- **Collected data**
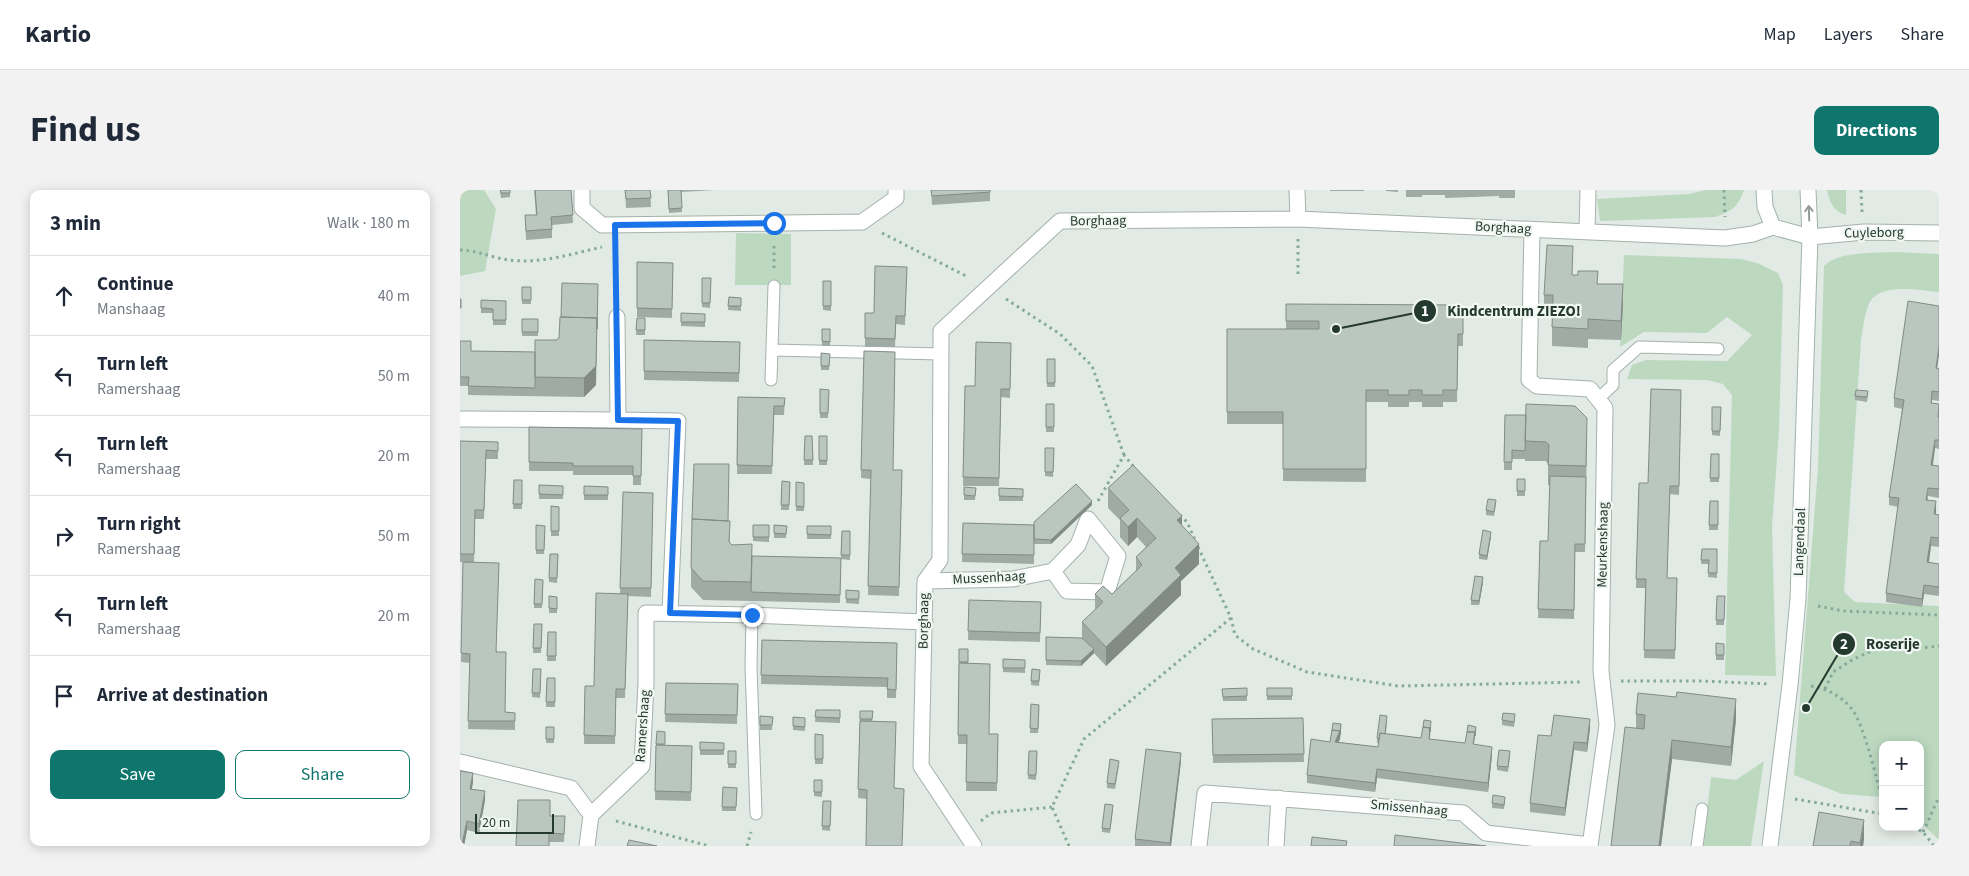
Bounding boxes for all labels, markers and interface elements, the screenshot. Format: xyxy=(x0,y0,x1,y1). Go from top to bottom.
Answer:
text: Kartio xyxy=(25,17,91,52)
text: Map xyxy=(1764,22,1796,47)
text: Layers xyxy=(1824,22,1873,47)
text: Share xyxy=(1901,22,1944,47)
text: Find us xyxy=(30,105,140,155)
button: Directions xyxy=(1814,106,1939,155)
one-way arrow xyxy=(1804,206,1814,222)
text: 3 min xyxy=(50,208,101,238)
street label: Borghaag xyxy=(1070,211,1126,231)
text: Walk · 180 m xyxy=(327,212,410,234)
route start xyxy=(763,212,786,235)
street label: Borghaag xyxy=(1474,217,1532,239)
street label: Cuyleborg xyxy=(1844,222,1904,244)
text: Continue xyxy=(97,271,174,298)
icon: ahead xyxy=(50,282,78,310)
text: 40 m xyxy=(378,285,410,307)
callout: Kindcentrum ZIEZO! xyxy=(1412,296,1591,326)
text: Manshaag xyxy=(97,298,165,320)
text: 1 xyxy=(1421,301,1429,322)
text: Kindcentrum ZIEZO! xyxy=(1447,301,1581,322)
text: Turn left xyxy=(97,351,168,378)
icon: left xyxy=(50,362,78,390)
text: 50 m xyxy=(378,365,410,387)
text: Ramershaag xyxy=(97,378,180,400)
text: Turn left xyxy=(97,431,168,458)
icon: left xyxy=(50,442,78,470)
text: 20 m xyxy=(378,445,410,467)
text: Ramershaag xyxy=(97,458,180,480)
street label: Meurkenshaag xyxy=(1592,502,1614,588)
street label: Langendaal xyxy=(1789,507,1811,577)
text: Turn right xyxy=(97,511,181,538)
icon: right xyxy=(50,522,78,550)
text: 50 m xyxy=(378,525,410,547)
text: Ramershaag xyxy=(97,538,180,560)
street label: Mussenhaag xyxy=(952,566,1026,590)
text: Turn left xyxy=(97,591,168,618)
street label: Borghaag xyxy=(914,593,934,649)
icon: left xyxy=(50,602,78,630)
route end xyxy=(741,604,764,627)
text: 20 m xyxy=(378,605,410,627)
text: Ramershaag xyxy=(97,618,180,640)
callout: Roserije xyxy=(1831,629,1930,659)
text: 2 xyxy=(1840,634,1848,655)
text: Roserije xyxy=(1866,634,1920,655)
icon: arrive xyxy=(50,682,78,710)
text: Arrive at destination xyxy=(97,682,268,709)
street label: Ramershaag xyxy=(630,689,656,763)
map controls xyxy=(1879,741,1924,831)
button: + xyxy=(1879,741,1924,786)
button: Save xyxy=(50,750,225,799)
button: Share xyxy=(235,750,410,799)
button: − xyxy=(1879,786,1924,831)
street label: Smissenhaag xyxy=(1369,795,1449,821)
scale bar xyxy=(475,811,554,834)
text: 20 m xyxy=(482,813,510,833)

- **What the task requires**
Find every line of the data that includes the string "route". Copy each of those lines.

- **Output of the exercise**
route start xyxy=(763,212,786,235)
route end xyxy=(741,604,764,627)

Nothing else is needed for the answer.